***** Data in this exercise

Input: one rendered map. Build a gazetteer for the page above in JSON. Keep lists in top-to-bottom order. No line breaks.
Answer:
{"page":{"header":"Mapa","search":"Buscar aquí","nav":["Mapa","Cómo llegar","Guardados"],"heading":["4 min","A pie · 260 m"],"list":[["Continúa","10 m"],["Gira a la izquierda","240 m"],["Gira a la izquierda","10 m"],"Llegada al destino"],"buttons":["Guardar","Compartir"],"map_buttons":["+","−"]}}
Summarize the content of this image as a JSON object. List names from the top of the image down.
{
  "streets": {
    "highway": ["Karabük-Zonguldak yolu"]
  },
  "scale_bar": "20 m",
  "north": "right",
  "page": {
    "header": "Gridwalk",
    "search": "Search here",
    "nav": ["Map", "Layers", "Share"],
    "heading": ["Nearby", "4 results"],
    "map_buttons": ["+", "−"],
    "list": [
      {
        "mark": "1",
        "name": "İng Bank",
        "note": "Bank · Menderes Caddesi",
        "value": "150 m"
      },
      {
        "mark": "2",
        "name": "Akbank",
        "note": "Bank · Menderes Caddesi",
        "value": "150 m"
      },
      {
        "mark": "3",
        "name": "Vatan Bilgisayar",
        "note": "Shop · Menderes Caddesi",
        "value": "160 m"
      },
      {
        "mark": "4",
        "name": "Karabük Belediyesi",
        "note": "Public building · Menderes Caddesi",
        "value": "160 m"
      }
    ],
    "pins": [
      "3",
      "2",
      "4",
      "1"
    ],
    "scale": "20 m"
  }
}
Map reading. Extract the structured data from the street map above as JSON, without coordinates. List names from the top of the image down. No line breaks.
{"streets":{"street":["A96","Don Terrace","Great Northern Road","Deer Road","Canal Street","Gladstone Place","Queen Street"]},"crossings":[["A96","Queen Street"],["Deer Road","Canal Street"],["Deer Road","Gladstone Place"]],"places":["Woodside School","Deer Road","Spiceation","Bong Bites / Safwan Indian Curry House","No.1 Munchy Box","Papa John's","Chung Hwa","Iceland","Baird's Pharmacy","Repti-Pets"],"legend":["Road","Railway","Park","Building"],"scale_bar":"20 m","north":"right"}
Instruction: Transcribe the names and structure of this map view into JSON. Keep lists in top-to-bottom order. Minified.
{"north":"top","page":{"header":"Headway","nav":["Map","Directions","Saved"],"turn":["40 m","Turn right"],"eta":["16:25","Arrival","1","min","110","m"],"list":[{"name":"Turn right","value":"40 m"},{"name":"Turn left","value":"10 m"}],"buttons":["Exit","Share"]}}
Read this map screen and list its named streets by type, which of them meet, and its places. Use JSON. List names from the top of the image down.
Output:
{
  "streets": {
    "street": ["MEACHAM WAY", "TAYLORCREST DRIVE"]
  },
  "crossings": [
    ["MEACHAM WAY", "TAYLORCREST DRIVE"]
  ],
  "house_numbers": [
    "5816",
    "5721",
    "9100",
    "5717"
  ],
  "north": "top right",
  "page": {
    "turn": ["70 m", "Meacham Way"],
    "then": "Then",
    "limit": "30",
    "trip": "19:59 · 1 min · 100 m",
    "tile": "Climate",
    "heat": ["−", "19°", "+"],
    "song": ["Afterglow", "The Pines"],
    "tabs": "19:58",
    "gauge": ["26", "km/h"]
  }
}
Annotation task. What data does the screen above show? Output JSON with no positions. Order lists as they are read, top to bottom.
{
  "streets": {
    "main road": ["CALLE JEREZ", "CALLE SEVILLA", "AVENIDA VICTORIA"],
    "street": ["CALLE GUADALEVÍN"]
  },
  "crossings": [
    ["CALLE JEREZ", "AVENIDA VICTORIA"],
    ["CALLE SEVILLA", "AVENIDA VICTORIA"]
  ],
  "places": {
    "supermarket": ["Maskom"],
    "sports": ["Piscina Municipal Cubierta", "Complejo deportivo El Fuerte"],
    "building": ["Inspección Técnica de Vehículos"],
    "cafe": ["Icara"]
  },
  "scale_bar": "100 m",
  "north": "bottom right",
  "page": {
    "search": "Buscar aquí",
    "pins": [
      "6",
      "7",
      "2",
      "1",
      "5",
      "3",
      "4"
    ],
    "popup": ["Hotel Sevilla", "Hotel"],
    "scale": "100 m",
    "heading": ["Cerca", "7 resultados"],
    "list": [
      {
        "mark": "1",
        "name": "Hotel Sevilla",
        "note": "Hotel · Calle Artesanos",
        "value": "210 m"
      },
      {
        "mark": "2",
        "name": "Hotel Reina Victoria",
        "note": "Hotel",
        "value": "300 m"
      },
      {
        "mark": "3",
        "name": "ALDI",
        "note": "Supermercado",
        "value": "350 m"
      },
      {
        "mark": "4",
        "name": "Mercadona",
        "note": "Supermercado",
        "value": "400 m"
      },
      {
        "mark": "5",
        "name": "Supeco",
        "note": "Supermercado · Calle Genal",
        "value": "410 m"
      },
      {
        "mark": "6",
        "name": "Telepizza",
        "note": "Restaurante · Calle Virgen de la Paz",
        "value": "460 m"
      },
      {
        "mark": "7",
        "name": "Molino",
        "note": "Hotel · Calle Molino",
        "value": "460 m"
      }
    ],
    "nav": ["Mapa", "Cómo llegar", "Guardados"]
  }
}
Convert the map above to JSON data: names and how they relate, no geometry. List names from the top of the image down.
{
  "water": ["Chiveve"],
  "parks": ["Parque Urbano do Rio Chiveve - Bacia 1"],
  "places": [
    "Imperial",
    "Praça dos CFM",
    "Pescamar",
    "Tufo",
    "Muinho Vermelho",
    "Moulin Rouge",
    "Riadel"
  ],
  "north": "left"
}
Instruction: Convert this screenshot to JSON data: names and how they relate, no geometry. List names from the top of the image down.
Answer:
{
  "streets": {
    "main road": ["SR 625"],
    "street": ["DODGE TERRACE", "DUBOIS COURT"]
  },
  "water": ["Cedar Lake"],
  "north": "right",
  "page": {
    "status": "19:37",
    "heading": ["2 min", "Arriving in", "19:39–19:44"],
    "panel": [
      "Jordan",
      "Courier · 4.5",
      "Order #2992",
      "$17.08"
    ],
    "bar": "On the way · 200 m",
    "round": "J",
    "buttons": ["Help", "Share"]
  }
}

**********

Description of the task: Copy each entry exactly. Omit none.

Exercise answer:
Input: one rendered map. Build a gazetteer for the page above in JSON. Keep lists in top-to-bottom order. No line breaks.
Answer:
{"page":{"header":"Mapa","search":"Buscar aquí","nav":["Mapa","Cómo llegar","Guardados"],"heading":["4 min","A pie · 260 m"],"list":[["Continúa","10 m"],["Gira a la izquierda","240 m"],["Gira a la izquierda","10 m"],"Llegada al destino"],"buttons":["Guardar","Compartir"],"map_buttons":["+","−"]}}
Summarize the content of this image as a JSON object. List names from the top of the image down.
{
  "streets": {
    "highway": ["Karabük-Zonguldak yolu"]
  },
  "scale_bar": "20 m",
  "north": "right",
  "page": {
    "header": "Gridwalk",
    "search": "Search here",
    "nav": ["Map", "Layers", "Share"],
    "heading": ["Nearby", "4 results"],
    "map_buttons": ["+", "−"],
    "list": [
      {
        "mark": "1",
        "name": "İng Bank",
        "note": "Bank · Menderes Caddesi",
        "value": "150 m"
      },
      {
        "mark": "2",
        "name": "Akbank",
        "note": "Bank · Menderes Caddesi",
        "value": "150 m"
      },
      {
        "mark": "3",
        "name": "Vatan Bilgisayar",
        "note": "Shop · Menderes Caddesi",
        "value": "160 m"
      },
      {
        "mark": "4",
        "name": "Karabük Belediyesi",
        "note": "Public building · Menderes Caddesi",
        "value": "160 m"
      }
    ],
    "pins": [
      "3",
      "2",
      "4",
      "1"
    ],
    "scale": "20 m"
  }
}
Map reading. Extract the structured data from the street map above as JSON, without coordinates. List names from the top of the image down. No line breaks.
{"streets":{"street":["A96","Don Terrace","Great Northern Road","Deer Road","Canal Street","Gladstone Place","Queen Street"]},"crossings":[["A96","Queen Street"],["Deer Road","Canal Street"],["Deer Road","Gladstone Place"]],"places":["Woodside School","Deer Road","Spiceation","Bong Bites / Safwan Indian Curry House","No.1 Munchy Box","Papa John's","Chung Hwa","Iceland","Baird's Pharmacy","Repti-Pets"],"legend":["Road","Railway","Park","Building"],"scale_bar":"20 m","north":"right"}
Instruction: Transcribe the names and structure of this map view into JSON. Keep lists in top-to-bottom order. Minified.
{"north":"top","page":{"header":"Headway","nav":["Map","Directions","Saved"],"turn":["40 m","Turn right"],"eta":["16:25","Arrival","1","min","110","m"],"list":[{"name":"Turn right","value":"40 m"},{"name":"Turn left","value":"10 m"}],"buttons":["Exit","Share"]}}
Read this map screen and list its named streets by type, which of them meet, and its places. Use JSON. List names from the top of the image down.
Output:
{
  "streets": {
    "street": ["MEACHAM WAY", "TAYLORCREST DRIVE"]
  },
  "crossings": [
    ["MEACHAM WAY", "TAYLORCREST DRIVE"]
  ],
  "house_numbers": [
    "5816",
    "5721",
    "9100",
    "5717"
  ],
  "north": "top right",
  "page": {
    "turn": ["70 m", "Meacham Way"],
    "then": "Then",
    "limit": "30",
    "trip": "19:59 · 1 min · 100 m",
    "tile": "Climate",
    "heat": ["−", "19°", "+"],
    "song": ["Afterglow", "The Pines"],
    "tabs": "19:58",
    "gauge": ["26", "km/h"]
  }
}
Annotation task. What data does the screen above show? Output JSON with no positions. Order lists as they are read, top to bottom.
{
  "streets": {
    "main road": ["CALLE JEREZ", "CALLE SEVILLA", "AVENIDA VICTORIA"],
    "street": ["CALLE GUADALEVÍN"]
  },
  "crossings": [
    ["CALLE JEREZ", "AVENIDA VICTORIA"],
    ["CALLE SEVILLA", "AVENIDA VICTORIA"]
  ],
  "places": {
    "supermarket": ["Maskom"],
    "sports": ["Piscina Municipal Cubierta", "Complejo deportivo El Fuerte"],
    "building": ["Inspección Técnica de Vehículos"],
    "cafe": ["Icara"]
  },
  "scale_bar": "100 m",
  "north": "bottom right",
  "page": {
    "search": "Buscar aquí",
    "pins": [
      "6",
      "7",
      "2",
      "1",
      "5",
      "3",
      "4"
    ],
    "popup": ["Hotel Sevilla", "Hotel"],
    "scale": "100 m",
    "heading": ["Cerca", "7 resultados"],
    "list": [
      {
        "mark": "1",
        "name": "Hotel Sevilla",
        "note": "Hotel · Calle Artesanos",
        "value": "210 m"
      },
      {
        "mark": "2",
        "name": "Hotel Reina Victoria",
        "note": "Hotel",
        "value": "300 m"
      },
      {
        "mark": "3",
        "name": "ALDI",
        "note": "Supermercado",
        "value": "350 m"
      },
      {
        "mark": "4",
        "name": "Mercadona",
        "note": "Supermercado",
        "value": "400 m"
      },
      {
        "mark": "5",
        "name": "Supeco",
        "note": "Supermercado · Calle Genal",
        "value": "410 m"
      },
      {
        "mark": "6",
        "name": "Telepizza",
        "note": "Restaurante · Calle Virgen de la Paz",
        "value": "460 m"
      },
      {
        "mark": "7",
        "name": "Molino",
        "note": "Hotel · Calle Molino",
        "value": "460 m"
      }
    ],
    "nav": ["Mapa", "Cómo llegar", "Guardados"]
  }
}
Convert the map above to JSON data: names and how they relate, no geometry. List names from the top of the image down.
{
  "water": ["Chiveve"],
  "parks": ["Parque Urbano do Rio Chiveve - Bacia 1"],
  "places": [
    "Imperial",
    "Praça dos CFM",
    "Pescamar",
    "Tufo",
    "Muinho Vermelho",
    "Moulin Rouge",
    "Riadel"
  ],
  "north": "left"
}
Instruction: Convert this screenshot to JSON data: names and how they relate, no geometry. List names from the top of the image down.
Answer:
{
  "streets": {
    "main road": ["SR 625"],
    "street": ["DODGE TERRACE", "DUBOIS COURT"]
  },
  "water": ["Cedar Lake"],
  "north": "right",
  "page": {
    "status": "19:37",
    "heading": ["2 min", "Arriving in", "19:39–19:44"],
    "panel": [
      "Jordan",
      "Courier · 4.5",
      "Order #2992",
      "$17.08"
    ],
    "bar": "On the way · 200 m",
    "round": "J",
    "buttons": ["Help", "Share"]
  }
}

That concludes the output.